RPAF: A Reinforcement Prediction-Allocation Framework for Cache Allocation in Large-Scale Recommender Systems

Shuo Su,Xiaoshuang Chen,Yao Wang,Yulin Wu,Ziqiang Zhang,Kaiqiao Zhan,Ben Wang,Kun Gai
2024-09-20
Abstract:Modern recommender systems are built upon computation-intensive infrastructure, and it is challenging to perform real-time computation for each request, especially in peak periods, due to the limited computational resources. Recommending by user-wise result caches is widely used when the system cannot afford a real-time recommendation. However, it is challenging to allocate real-time and cached recommendations to maximize the users' overall engagement. This paper shows two key challenges to cache allocation, i.e., the value-strategy dependency and the streaming allocation. Then, we propose a reinforcement prediction-allocation framework (RPAF) to address these issues. RPAF is a reinforcement-learning-based two-stage framework containing prediction and allocation stages. The prediction stage estimates the values of the cache choices considering the value-strategy dependency, and the allocation stage determines the cache choices for each individual request while satisfying the global budget constraint. We show that the challenge of training RPAF includes globality and the strictness of budget constraints, and a relaxed local allocator (RLA) is proposed to address this issue. Moreover, a PoolRank algorithm is used in the allocation stage to deal with the streaming allocation problem. Experiments show that RPAF significantly improves users' engagement under computational budget constraints.
Machine Learning,Information Retrieval
What problem does this paper attempt to address?

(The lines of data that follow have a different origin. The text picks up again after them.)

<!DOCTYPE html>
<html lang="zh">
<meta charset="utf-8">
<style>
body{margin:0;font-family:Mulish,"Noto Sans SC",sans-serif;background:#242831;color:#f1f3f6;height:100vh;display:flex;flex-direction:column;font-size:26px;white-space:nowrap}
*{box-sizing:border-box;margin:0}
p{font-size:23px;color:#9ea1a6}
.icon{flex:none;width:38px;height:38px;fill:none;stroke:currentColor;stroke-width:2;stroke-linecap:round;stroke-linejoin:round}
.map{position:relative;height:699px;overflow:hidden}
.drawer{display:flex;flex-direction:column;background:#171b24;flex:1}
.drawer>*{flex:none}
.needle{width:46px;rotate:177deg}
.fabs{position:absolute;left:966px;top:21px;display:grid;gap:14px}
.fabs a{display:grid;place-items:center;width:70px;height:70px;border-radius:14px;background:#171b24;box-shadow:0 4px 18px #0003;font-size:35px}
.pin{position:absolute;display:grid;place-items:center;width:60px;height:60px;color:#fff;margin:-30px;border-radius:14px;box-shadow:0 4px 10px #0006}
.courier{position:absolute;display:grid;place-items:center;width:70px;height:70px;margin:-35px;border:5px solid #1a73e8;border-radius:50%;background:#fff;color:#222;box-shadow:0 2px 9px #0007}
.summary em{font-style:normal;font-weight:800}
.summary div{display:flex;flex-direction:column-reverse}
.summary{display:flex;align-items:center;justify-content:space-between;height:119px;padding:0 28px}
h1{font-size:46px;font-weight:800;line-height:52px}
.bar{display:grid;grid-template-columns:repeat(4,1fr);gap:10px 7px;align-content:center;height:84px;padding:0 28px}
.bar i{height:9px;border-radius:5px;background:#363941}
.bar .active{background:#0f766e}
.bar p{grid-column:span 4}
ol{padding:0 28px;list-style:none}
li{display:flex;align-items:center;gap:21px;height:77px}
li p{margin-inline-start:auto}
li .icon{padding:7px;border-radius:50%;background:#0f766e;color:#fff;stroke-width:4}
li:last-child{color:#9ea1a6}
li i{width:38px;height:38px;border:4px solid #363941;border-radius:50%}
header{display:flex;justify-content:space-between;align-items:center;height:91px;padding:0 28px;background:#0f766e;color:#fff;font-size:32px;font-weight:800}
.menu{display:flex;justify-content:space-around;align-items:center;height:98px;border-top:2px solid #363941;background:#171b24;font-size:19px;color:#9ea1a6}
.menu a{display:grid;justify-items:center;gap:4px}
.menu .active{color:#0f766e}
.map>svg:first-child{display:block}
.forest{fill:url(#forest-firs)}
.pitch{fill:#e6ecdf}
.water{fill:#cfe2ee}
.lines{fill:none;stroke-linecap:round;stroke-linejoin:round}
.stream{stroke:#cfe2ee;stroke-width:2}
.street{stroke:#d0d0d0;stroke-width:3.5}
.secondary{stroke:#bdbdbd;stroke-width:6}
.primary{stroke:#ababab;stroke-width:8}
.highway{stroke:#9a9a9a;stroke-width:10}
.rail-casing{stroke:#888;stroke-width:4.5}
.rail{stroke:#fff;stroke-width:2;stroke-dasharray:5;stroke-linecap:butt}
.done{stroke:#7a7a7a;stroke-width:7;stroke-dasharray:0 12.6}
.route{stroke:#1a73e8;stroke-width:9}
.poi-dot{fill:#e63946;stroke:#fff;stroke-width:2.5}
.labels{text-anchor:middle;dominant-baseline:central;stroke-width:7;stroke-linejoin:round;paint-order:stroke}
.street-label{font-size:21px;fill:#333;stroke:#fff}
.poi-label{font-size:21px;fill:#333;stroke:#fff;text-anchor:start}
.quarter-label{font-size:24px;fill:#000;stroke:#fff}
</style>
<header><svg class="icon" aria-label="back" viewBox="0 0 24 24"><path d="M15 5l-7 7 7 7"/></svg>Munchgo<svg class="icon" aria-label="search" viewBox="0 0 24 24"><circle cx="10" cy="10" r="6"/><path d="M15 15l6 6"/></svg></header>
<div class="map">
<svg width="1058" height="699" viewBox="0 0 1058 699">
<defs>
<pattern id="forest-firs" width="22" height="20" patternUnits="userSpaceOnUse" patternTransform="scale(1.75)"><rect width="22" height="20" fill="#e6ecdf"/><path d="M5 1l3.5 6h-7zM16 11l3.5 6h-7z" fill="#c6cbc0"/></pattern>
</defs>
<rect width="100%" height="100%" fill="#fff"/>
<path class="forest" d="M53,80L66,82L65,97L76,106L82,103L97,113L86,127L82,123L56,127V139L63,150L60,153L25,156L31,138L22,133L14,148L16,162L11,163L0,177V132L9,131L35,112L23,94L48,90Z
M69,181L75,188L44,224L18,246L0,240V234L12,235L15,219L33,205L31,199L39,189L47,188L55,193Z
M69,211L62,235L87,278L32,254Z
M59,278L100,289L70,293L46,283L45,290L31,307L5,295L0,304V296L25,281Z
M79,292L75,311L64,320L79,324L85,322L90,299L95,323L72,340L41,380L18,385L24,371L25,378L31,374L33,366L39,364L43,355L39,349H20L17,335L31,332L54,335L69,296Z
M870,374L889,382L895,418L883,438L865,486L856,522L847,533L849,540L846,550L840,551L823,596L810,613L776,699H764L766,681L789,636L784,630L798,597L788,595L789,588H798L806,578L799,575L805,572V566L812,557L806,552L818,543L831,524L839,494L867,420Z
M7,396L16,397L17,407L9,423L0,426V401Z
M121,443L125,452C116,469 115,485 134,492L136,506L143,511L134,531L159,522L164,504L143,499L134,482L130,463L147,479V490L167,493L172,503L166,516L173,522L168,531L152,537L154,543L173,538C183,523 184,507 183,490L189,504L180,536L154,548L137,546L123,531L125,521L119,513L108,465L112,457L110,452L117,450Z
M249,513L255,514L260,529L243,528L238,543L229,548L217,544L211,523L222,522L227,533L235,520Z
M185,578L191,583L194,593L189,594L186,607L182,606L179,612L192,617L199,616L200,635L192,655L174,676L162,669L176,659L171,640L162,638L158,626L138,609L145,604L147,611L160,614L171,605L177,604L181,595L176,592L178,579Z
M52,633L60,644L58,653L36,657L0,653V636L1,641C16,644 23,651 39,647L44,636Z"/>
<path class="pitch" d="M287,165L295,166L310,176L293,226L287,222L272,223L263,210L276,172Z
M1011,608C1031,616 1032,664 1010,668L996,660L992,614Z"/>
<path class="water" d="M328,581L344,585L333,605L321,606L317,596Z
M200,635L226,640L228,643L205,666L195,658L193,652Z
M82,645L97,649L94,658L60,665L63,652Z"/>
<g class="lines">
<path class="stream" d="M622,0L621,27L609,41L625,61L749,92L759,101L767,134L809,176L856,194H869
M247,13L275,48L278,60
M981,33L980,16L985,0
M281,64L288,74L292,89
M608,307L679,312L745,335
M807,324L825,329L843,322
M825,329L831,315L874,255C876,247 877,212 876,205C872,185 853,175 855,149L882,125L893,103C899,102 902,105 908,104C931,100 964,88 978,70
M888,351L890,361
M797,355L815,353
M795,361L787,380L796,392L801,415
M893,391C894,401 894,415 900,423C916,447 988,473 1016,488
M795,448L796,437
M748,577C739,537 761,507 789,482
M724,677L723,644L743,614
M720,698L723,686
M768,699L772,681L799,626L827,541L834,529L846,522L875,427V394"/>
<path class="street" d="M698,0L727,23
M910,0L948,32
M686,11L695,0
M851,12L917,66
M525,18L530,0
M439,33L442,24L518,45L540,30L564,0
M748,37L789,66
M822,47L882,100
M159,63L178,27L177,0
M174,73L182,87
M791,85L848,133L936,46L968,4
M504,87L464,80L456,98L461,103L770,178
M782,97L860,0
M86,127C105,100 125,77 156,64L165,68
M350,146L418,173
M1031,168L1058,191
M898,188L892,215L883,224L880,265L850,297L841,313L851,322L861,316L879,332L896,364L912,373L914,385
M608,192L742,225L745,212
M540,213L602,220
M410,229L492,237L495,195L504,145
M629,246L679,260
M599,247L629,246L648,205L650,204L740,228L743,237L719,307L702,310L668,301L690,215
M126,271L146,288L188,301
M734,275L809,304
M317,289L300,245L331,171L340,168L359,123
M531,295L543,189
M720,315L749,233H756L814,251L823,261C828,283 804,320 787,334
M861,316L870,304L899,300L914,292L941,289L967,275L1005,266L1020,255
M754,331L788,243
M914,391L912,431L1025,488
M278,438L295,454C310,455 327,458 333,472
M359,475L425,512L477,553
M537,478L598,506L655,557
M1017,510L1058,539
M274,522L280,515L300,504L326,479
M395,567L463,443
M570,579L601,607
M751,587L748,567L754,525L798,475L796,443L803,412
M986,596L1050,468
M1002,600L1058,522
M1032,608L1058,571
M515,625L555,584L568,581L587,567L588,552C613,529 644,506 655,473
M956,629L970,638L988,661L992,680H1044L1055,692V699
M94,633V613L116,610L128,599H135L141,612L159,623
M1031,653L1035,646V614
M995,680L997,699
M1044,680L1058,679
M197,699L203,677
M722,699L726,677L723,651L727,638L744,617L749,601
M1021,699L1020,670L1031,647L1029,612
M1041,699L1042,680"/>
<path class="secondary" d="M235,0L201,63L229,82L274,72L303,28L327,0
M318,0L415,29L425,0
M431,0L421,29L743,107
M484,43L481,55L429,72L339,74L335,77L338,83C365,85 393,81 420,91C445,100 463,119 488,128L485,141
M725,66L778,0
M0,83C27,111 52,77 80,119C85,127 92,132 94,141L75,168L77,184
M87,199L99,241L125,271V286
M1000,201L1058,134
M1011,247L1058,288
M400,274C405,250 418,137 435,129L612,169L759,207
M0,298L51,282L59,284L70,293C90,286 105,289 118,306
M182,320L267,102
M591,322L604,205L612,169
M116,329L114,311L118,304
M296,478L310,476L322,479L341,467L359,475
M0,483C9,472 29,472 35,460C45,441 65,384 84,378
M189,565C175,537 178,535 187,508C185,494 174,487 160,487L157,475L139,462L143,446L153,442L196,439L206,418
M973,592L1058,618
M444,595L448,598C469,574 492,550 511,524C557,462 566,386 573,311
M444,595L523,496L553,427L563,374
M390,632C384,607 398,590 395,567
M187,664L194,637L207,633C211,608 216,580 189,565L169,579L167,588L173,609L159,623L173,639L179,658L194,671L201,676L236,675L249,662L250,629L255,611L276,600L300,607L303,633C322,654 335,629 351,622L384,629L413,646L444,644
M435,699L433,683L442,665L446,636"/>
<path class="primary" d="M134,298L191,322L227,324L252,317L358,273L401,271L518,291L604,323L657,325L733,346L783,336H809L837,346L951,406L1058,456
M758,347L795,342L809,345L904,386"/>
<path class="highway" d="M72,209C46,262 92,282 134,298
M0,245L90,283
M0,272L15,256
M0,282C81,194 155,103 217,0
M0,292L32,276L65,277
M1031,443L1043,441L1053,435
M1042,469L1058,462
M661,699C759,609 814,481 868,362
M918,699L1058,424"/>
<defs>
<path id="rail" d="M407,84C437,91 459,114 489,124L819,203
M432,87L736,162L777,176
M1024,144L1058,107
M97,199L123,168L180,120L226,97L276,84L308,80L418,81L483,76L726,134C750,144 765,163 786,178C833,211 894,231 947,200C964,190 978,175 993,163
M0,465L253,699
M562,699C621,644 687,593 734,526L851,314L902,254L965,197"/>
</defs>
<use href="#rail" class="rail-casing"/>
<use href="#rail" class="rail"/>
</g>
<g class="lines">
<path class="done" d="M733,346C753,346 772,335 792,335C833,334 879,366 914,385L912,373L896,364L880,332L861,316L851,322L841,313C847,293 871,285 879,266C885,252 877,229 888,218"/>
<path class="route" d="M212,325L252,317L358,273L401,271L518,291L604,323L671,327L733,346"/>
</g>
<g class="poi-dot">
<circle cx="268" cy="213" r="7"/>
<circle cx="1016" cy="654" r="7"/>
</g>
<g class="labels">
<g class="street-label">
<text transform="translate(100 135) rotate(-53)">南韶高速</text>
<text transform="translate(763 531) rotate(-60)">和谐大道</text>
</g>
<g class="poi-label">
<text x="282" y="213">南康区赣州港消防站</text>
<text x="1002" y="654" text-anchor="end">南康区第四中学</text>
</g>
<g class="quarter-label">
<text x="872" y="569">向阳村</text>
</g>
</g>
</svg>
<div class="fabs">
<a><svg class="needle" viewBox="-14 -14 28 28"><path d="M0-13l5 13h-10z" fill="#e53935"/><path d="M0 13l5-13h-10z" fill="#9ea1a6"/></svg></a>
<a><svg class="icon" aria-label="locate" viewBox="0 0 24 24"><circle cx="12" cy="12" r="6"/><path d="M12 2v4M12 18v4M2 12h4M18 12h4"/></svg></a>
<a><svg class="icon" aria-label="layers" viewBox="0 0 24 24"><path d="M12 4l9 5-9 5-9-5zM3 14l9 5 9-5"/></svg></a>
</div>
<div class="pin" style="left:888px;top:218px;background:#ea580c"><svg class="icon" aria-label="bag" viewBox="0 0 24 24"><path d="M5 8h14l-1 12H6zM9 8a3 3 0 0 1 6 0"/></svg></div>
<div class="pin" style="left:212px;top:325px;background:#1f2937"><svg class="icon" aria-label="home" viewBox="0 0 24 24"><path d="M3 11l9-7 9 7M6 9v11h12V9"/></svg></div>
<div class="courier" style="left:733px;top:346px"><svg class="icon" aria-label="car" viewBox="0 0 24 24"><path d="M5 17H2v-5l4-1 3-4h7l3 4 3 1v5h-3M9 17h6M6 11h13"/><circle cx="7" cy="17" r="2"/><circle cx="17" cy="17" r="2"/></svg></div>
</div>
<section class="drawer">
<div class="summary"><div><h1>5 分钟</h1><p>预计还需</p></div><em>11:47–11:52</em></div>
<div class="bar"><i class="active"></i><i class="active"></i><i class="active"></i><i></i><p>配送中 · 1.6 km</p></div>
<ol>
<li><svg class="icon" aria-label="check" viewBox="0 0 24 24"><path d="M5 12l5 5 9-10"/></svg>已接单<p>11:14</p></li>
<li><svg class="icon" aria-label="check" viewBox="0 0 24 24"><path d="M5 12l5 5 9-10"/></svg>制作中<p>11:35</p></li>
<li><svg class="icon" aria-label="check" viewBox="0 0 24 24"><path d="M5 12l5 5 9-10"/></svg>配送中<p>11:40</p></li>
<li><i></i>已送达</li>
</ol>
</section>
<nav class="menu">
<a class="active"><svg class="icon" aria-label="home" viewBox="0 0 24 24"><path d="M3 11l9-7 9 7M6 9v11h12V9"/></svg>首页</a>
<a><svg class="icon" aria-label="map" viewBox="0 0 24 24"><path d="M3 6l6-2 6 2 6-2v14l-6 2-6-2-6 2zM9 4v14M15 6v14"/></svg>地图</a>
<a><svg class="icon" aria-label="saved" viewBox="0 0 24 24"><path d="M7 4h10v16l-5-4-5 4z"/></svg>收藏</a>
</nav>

This paper attempts to address the issue of cache allocation in large-scale recommendation systems, particularly how to maximize overall user engagement under limited computational resources. Specifically, the paper focuses on two key challenges: 1. **Value-Strategy Dependency**: Existing computational resource allocation methods assume that requests in different time periods are independent and that the value of computational resources is independent of the allocation strategy. However, these assumptions do not hold in the cache allocation problem. On one hand, the size of the result cache is limited, and if the system continuously recommends cached results to the same user, the cache will quickly be exhausted, and user experience will rapidly decline. On the other hand, the system's choice of whether to use the cache not only affects the user feedback of the current request but also influences the user's future behavior. Therefore, the value of the current cache choice also depends on future cache allocation strategies. 2. **Streaming Allocation**: Existing computational resource allocation methods typically allocate a batch of requests within each time period. However, requests in online recommendation systems arrive in a streaming manner, and the system needs to determine cache choices for each individual request as it arrives while satisfying global computational budget constraints. To address these challenges, the paper proposes a Reinforcement Prediction-Allocation Framework (RPAF). RPAF is a two-stage approach that includes a prediction stage and an allocation stage: - **Prediction Stage**: Uses reinforcement learning to estimate the value of different cache choices, considering value-strategy dependency. - **Allocation Stage**: Uses the estimated values for streaming allocation while satisfying global budget constraints. To handle the global and strict nature of budget constraints, the paper introduces a Relaxed Local Allocator (RLA), which transforms the constrained reinforcement learning problem into a computationally feasible form. Additionally, the paper proposes a PoolRank algorithm to handle the streaming allocation problem, ensuring that budget constraints are strictly met at each time step. Experimental validation shows that RPAF significantly improves user engagement under computational budget constraints.